(Saved data entries)

=-=-=

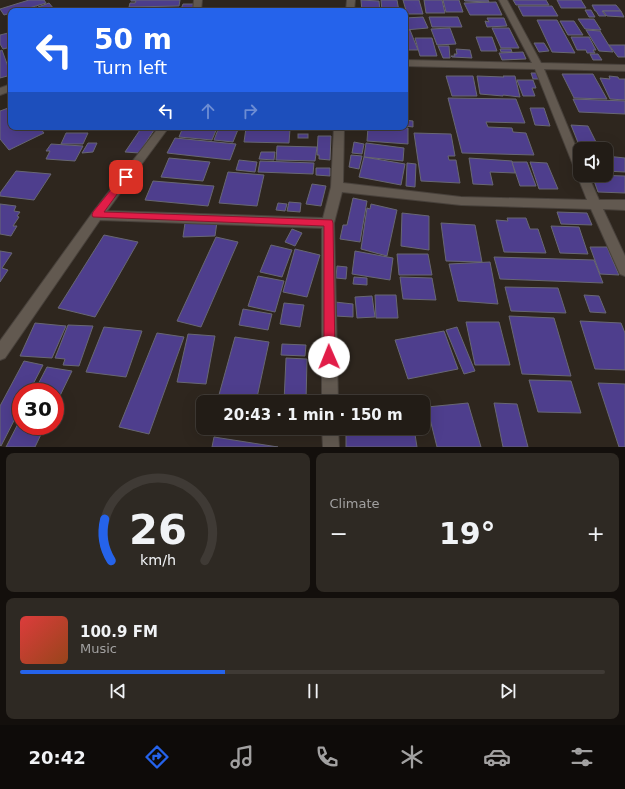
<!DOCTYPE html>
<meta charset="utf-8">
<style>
body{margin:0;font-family:"DejaVu Sans",sans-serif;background:#2e2923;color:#f1f3f6;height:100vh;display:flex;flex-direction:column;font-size:15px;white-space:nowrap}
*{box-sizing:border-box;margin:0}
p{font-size:13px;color:#a2a1a1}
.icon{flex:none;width:22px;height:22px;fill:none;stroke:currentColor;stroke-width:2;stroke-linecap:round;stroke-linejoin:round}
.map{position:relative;height:447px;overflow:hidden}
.sheet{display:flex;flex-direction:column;gap:6px;padding:6px;background:#130f0c;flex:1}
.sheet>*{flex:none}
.banner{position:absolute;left:8px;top:8px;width:400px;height:122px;border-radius:8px;box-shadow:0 4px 16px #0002,0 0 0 1px #3f3a35;background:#2563eb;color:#fff;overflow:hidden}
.tools{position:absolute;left:573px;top:142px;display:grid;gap:8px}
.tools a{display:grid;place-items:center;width:40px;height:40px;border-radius:8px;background:#221c16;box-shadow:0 4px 16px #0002,0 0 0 1px #3f3a35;font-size:20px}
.speed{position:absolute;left:12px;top:383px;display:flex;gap:8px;font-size:20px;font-weight:700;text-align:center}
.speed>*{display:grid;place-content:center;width:52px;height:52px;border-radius:50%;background:#221c16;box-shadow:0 4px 16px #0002,0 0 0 1px #3f3a35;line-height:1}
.speed .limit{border:6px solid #d22;background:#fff;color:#111}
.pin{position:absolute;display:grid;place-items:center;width:34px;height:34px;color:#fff;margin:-17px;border-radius:8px;box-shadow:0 2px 6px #0006}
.me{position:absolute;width:44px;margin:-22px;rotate:359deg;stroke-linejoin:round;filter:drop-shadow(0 0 3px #0008)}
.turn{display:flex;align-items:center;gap:14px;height:84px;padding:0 20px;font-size:18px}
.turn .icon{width:52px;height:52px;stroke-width:2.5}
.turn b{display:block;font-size:28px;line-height:34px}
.lanes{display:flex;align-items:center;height:38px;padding:0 20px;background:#0003;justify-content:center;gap:20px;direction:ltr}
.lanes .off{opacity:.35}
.big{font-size:30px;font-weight:800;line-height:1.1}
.sheet .card{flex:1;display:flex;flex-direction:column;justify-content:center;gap:6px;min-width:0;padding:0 14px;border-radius:8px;background:#2e2923}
.sheet .dial{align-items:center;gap:0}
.dial svg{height:104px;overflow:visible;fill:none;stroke:#3f3a35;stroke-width:7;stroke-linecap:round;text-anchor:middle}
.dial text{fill:#f1f3f6;stroke:none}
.song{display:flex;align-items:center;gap:12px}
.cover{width:48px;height:48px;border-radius:6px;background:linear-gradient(135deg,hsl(0 70% 55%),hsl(20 70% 35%))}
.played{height:4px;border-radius:2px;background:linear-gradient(90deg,#2563eb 35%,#3f3a35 35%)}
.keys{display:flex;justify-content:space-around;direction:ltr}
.heat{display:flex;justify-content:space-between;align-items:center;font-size:22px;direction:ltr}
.sheet .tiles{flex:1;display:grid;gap:6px;grid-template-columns:1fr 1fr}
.card:last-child{grid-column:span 2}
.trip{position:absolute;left:196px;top:395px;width:234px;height:40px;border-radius:8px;background:#221c16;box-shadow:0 4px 16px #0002,0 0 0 1px #3f3a35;font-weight:800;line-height:40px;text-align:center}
.tabs{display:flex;height:64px;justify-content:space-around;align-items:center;background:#0e0b09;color:#a2a1a1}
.tabs .icon{width:28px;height:28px}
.tabs .selected{color:#2563eb}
.tabs b{font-size:18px;color:#f1f3f6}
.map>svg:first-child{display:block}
.building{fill:#4e3e8d;stroke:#686773}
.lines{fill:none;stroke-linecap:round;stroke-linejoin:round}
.street-casing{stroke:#48413b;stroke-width:2}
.street{fill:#625950;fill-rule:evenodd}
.route{fill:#e11d48;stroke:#92132f}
</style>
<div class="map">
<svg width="625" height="447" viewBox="0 0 625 447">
<rect width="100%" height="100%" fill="#2e261e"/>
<g class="building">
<path d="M29,0H44L46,3L19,11H11V13L4,15L0,9Z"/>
<path d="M131,0H180L179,6L129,7L130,3H135L136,1H131Z"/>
<path d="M361,0L379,1L380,11H362Z"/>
<path d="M381,0H397L399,11H382Z"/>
<path d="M403,0H419L423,14H407Z"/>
<path d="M424,0H442L445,13H426Z"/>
<path d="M443,0H459L463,12H446Z"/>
<path d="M464,0H488L489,2L465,1Z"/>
<path d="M513,0H546L549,5H516Z"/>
<path d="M557,0H581L586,8H561Z"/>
<path d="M496,2L502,15H470L464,3Z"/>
<path d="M49,3L54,9L42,11L38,7Z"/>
<path d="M183,4H194L192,8L181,9Z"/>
<path d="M592,5H616L621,11H602L606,16H599L596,11H595Z"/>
<path d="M518,6H552L558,16H523Z"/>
<path d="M37,7L40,11H23Z"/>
<path d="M585,10H591L595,17H589Z"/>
<path d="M603,11H621L624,17L607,16Z"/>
<path d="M423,17L428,28L405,30V18Z"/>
<path d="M429,17H458L462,27H432Z"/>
<path d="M487,18H504L507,26L487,27L485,21L489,22Z"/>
<path d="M578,19H594L601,30L585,29Z"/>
<path d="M537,20H557L575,53L552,52Z"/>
<path d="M560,21H574L583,35H568Z"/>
<path d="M450,28L456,44L437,45L431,29Z"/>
<path d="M492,28H509L519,48H501Z"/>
<path d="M410,30L418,50H405V31Z"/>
<path d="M586,30L600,31L613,52L599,51Z"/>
<path d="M8,33L11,37V47L3,49L0,44V35Z"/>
<path d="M476,37H492L497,51H481Z"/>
<path d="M571,37H589L596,50H593L595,53H587L586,50H577Z"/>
<path d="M415,38H432L437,56H420Z"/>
<path d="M534,43H544L549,51L539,52Z"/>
<path d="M609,45H625V57H618Z"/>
<path d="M438,46H449L450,58H443Z"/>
<path d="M456,49L470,50L472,58L452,57L451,56H455L454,54H457Z"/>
<path d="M500,49H511L512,52H501Z"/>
<path d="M2,50L11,75L0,78V51Z"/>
<path d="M523,52L526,59L502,60L499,53Z"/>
<path d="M590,54H598L602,60H593Z"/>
<path d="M531,73H538L541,79H533Z"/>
<path d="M562,74H593L607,99L574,98Z"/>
<path d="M446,76H473L477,96H452Z"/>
<path d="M477,76L504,77L503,76H515L520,97L503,95V96L480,94Z"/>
<path d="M609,76L618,77L619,79H625V100L610,99L600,78L610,79Z"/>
<path d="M517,80H533L536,88H532L535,96H523Z"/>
<path d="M448,98L516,99L525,123L486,122L488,127L512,128L513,132L526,133L534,155L462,153Z"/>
<path d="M573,99L625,101V114L579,112Z"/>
<path d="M11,107V127H39L44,133L9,150L0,139V111Z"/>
<path d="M530,108H544L550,126L535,125Z"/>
<path d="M405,120L413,121V127L405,126Z"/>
<path d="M571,125L588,126L598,146L579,145Z"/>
<path d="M142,127H156L139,153L125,152Z"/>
<path d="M183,127H210L217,128L212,140L179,137Z"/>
<path d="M219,127H239L233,142L214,140Z"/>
<path d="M368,127L408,128V144L367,141Z"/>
<path d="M246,128L290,129L289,143L244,142Z"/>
<path d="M66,133H88L83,144H61Z"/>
<path d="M414,133L451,134L455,156H448L449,160H456L460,183L421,181Z"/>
<rect x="298" y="134" width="10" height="4"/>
<path d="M318,136H331L330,160L319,159V155H317Z"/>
<path d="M175,138L236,144L230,160L167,153Z"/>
<path d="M354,142L364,144L362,154L352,153Z"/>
<path d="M88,143H97L93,152L82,153Z"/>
<path d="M366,143L404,148L403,161L364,157Z"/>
<path d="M51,144L83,146L75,161L46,159L50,151H46Z"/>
<path d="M277,146L317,147L315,161L276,160Z"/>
<path d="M261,152H275L274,160L259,159Z"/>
<path d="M351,155L362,156L359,169L349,167Z"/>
<path d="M606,156L625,158V172L606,171Z"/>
<path d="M364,157L405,164L401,185L359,177Z"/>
<path d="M169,158L210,162L203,181L161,177Z"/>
<path d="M469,158L512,161L515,173L490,172L493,185L473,184Z"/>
<path d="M239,160L257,162L255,172L236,170Z"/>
<path d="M260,161L314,163L313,174L258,172Z"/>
<path d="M512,162H527L536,186H520Z"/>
<path d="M530,162L547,163L558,189H539Z"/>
<path d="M407,163L416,164L415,187L406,186Z"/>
<path d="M316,168H330V176L316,175Z"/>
<path d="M16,171L51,174L34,200L0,196V193Z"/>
<path d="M228,172L264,175L257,206L219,203Z"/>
<path d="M592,175L625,176V193L598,192Z"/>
<path d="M153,181L214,186L208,206L145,200Z"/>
<path d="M312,184L326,186L321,206L306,204Z"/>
<path d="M353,198L367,201L360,242L340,239L343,225H347Z"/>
<path d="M289,202L301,203L300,212L287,211Z"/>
<path d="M278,203L287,204L285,211L276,210Z"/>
<path d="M0,204L16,206L14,211L20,212L17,216L19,217L13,226H17L11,236L0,234Z"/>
<path d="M371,204L397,210L387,256L361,249L367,208L370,209Z"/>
<path d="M557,212L587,213L592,225L561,224Z"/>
<path d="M402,213L429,216V250L401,246Z"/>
<path d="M507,218H526L530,229H538L546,253L504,252L496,220L508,221Z"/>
<path d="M217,222L215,236L183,237L185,223Z"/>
<path d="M441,223L475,225L482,262L446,261Z"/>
<path d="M551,226L579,227L588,254L560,253Z"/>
<path d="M292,229L302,233L295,246L285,242Z"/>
<path d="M104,235L138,242L95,317L58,308Z"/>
<path d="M216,237L238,242L201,327L177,321Z"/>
<path d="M271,245L292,250L282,277L260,272Z"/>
<path d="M590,247H607L619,275L600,274Z"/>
<path d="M295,249L320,255L307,297L283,292Z"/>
<path d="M0,251L12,253L2,268L8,270L0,282Z"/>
<path d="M355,251L393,258L390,280L352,274Z"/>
<path d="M397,254H428L432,275H399Z"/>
<path d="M494,257L594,260L603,283L500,279Z"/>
<path d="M490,262L498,304L458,301L449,264Z"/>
<path d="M337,266L347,267L346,279L336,278Z"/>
<path d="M258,276L284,281L275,312L248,306Z"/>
<path d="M354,277L367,278V285L353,284Z"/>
<path d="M400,277L432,278L436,300L403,299Z"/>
<path d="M505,287L558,288L566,313L511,311Z"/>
<path d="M375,295H396L398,318H376Z"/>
<path d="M584,295L599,296L606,313L590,312Z"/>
<path d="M372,296L375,317L357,318L355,297Z"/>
<path d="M335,302L353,304V317L335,316Z"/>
<path d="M284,303L304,305L300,327L280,324Z"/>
<path d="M243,309L272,314L268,330L239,325Z"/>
<path d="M509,316L554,318L571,376L522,374Z"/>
<path d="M580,321L621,323L625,333V370L595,369Z"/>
<path d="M466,322H499L510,365H475Z"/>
<path d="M35,323L66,326L52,358L20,356Z"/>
<path d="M68,325L93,326L79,366L63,365L65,359L55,358Z"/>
<path d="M104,327L142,331L126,377L86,372Z"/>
<path d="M457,327L475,371L464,374L446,330Z"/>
<path d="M444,331L458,369L408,379L395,340Z"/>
<path d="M157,333L184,337L149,434L119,427Z"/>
<path d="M188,334L215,336L206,384L177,382Z"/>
<path d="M235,337L269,342L256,402H217Z"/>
<path d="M282,344L306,345L305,356L281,355Z"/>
<path d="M286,358L307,359L306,402H284Z"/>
<path d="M24,361L43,365L29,392H21V407L1,446L0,445V406Z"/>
<path d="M47,367L72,371L55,406V392H34Z"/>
<path d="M529,380L571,381L581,413L538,412Z"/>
<path d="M598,383L625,384V447H619Z"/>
<path d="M468,403L481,447H437L427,407Z"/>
<path d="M494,403L517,404L528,447H503Z"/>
<path d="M21,418V426H45L35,447H6Z"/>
<path d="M210,428H250L248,435Z"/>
<path d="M346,428H414L417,447H346Z"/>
<path d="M214,437L278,447H212Z"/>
</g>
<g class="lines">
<g class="street-casing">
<g id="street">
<path d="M194,0H202L201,11H193Z"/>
<path d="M347,0H355L354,11H346Z"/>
<path d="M499,0H507L541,63L625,65V71L544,69L580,157V175H588L599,200H625V210L603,209L625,256V276L620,274L591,209L461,205L342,192L334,223L338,402H322V228L100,220L5,358L0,360V341L93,212L159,127H169L107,211L323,218L331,187L334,127H344L343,183L461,197L587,200L535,69L405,66V60L532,63Z"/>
<path d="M11,84V91L0,95V88Z"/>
<path d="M322,428H338L339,447H323Z"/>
</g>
</g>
<use href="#street" class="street"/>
</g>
<path class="route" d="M126,174L128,175L130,177L128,179L104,212L332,220L333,223L335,357L333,360L329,362L325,360L324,357V226L93,217L92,215L93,212L123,175Z"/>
</svg>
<div class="tools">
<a><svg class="icon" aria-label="sound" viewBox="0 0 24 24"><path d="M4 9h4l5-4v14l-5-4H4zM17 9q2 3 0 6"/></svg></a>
</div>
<div class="speed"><div class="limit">30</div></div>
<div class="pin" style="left:126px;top:177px;background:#d93025"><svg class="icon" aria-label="arrive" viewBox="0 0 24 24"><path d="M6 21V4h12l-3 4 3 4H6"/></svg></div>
<svg class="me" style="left:329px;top:357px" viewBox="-20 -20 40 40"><circle r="19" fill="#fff"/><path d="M0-13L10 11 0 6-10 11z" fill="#e11d48"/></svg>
<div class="trip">20:43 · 1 min · 150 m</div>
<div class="banner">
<div class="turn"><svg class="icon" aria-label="left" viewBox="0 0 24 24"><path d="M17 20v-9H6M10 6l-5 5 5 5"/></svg><div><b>50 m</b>Turn left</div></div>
<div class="lanes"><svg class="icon" aria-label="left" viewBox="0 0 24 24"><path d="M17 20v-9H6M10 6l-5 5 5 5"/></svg><svg class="icon off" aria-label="ahead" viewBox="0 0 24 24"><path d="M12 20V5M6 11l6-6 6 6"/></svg><svg class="icon off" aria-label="right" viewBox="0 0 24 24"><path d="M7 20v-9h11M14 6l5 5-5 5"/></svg></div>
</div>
</div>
<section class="sheet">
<div class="tiles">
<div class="card dial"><svg viewBox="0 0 100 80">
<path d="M14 69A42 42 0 1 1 86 69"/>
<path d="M14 69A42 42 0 0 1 9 37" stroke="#2563eb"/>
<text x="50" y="56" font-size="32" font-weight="700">26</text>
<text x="50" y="72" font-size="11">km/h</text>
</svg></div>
<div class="card"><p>Climate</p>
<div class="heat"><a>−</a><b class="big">19°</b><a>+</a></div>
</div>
<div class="card">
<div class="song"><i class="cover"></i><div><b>100.9 FM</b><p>Music</p></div></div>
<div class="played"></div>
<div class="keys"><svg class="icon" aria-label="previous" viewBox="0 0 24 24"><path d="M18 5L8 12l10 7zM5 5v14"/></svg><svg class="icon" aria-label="pause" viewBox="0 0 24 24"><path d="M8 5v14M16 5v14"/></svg><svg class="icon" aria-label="next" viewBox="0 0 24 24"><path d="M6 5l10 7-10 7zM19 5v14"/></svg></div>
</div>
</div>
</section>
<nav class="tabs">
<b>20:42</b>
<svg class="icon selected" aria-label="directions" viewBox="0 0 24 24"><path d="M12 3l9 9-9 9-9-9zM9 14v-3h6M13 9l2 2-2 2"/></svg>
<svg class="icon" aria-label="music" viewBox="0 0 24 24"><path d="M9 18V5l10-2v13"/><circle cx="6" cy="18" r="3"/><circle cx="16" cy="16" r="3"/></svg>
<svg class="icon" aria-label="phone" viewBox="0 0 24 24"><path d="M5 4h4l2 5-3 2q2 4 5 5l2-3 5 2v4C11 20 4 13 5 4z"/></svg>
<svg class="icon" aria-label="climate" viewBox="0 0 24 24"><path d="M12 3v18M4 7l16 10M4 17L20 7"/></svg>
<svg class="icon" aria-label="car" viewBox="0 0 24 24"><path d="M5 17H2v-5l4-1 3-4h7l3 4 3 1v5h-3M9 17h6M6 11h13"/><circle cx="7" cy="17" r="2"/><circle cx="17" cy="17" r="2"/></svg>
<svg class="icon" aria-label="filters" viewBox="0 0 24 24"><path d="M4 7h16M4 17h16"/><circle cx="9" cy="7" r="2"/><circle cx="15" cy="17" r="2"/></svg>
</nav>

=-=-=

• **WORK INSTRUCTIONS**: Starting at the line that has "21V4h12l-3 4 3" in the records above, restate word for word every line until the one that has "3l9 9-9 9-9-9zM9", and include that one as well.

• **ANSWER SPACE**:
<div class="pin" style="left:126px;top:177px;background:#d93025"><svg class="icon" aria-label="arrive" viewBox="0 0 24 24"><path d="M6 21V4h12l-3 4 3 4H6"/></svg></div>
<svg class="me" style="left:329px;top:357px" viewBox="-20 -20 40 40"><circle r="19" fill="#fff"/><path d="M0-13L10 11 0 6-10 11z" fill="#e11d48"/></svg>
<div class="trip">20:43 · 1 min · 150 m</div>
<div class="banner">
<div class="turn"><svg class="icon" aria-label="left" viewBox="0 0 24 24"><path d="M17 20v-9H6M10 6l-5 5 5 5"/></svg><div><b>50 m</b>Turn left</div></div>
<div class="lanes"><svg class="icon" aria-label="left" viewBox="0 0 24 24"><path d="M17 20v-9H6M10 6l-5 5 5 5"/></svg><svg class="icon off" aria-label="ahead" viewBox="0 0 24 24"><path d="M12 20V5M6 11l6-6 6 6"/></svg><svg class="icon off" aria-label="right" viewBox="0 0 24 24"><path d="M7 20v-9h11M14 6l5 5-5 5"/></svg></div>
</div>
</div>
<section class="sheet">
<div class="tiles">
<div class="card dial"><svg viewBox="0 0 100 80">
<path d="M14 69A42 42 0 1 1 86 69"/>
<path d="M14 69A42 42 0 0 1 9 37" stroke="#2563eb"/>
<text x="50" y="56" font-size="32" font-weight="700">26</text>
<text x="50" y="72" font-size="11">km/h</text>
</svg></div>
<div class="card"><p>Climate</p>
<div class="heat"><a>−</a><b class="big">19°</b><a>+</a></div>
</div>
<div class="card">
<div class="song"><i class="cover"></i><div><b>100.9 FM</b><p>Music</p></div></div>
<div class="played"></div>
<div class="keys"><svg class="icon" aria-label="previous" viewBox="0 0 24 24"><path d="M18 5L8 12l10 7zM5 5v14"/></svg><svg class="icon" aria-label="pause" viewBox="0 0 24 24"><path d="M8 5v14M16 5v14"/></svg><svg class="icon" aria-label="next" viewBox="0 0 24 24"><path d="M6 5l10 7-10 7zM19 5v14"/></svg></div>
</div>
</div>
</section>
<nav class="tabs">
<b>20:42</b>
<svg class="icon selected" aria-label="directions" viewBox="0 0 24 24"><path d="M12 3l9 9-9 9-9-9zM9 14v-3h6M13 9l2 2-2 2"/></svg>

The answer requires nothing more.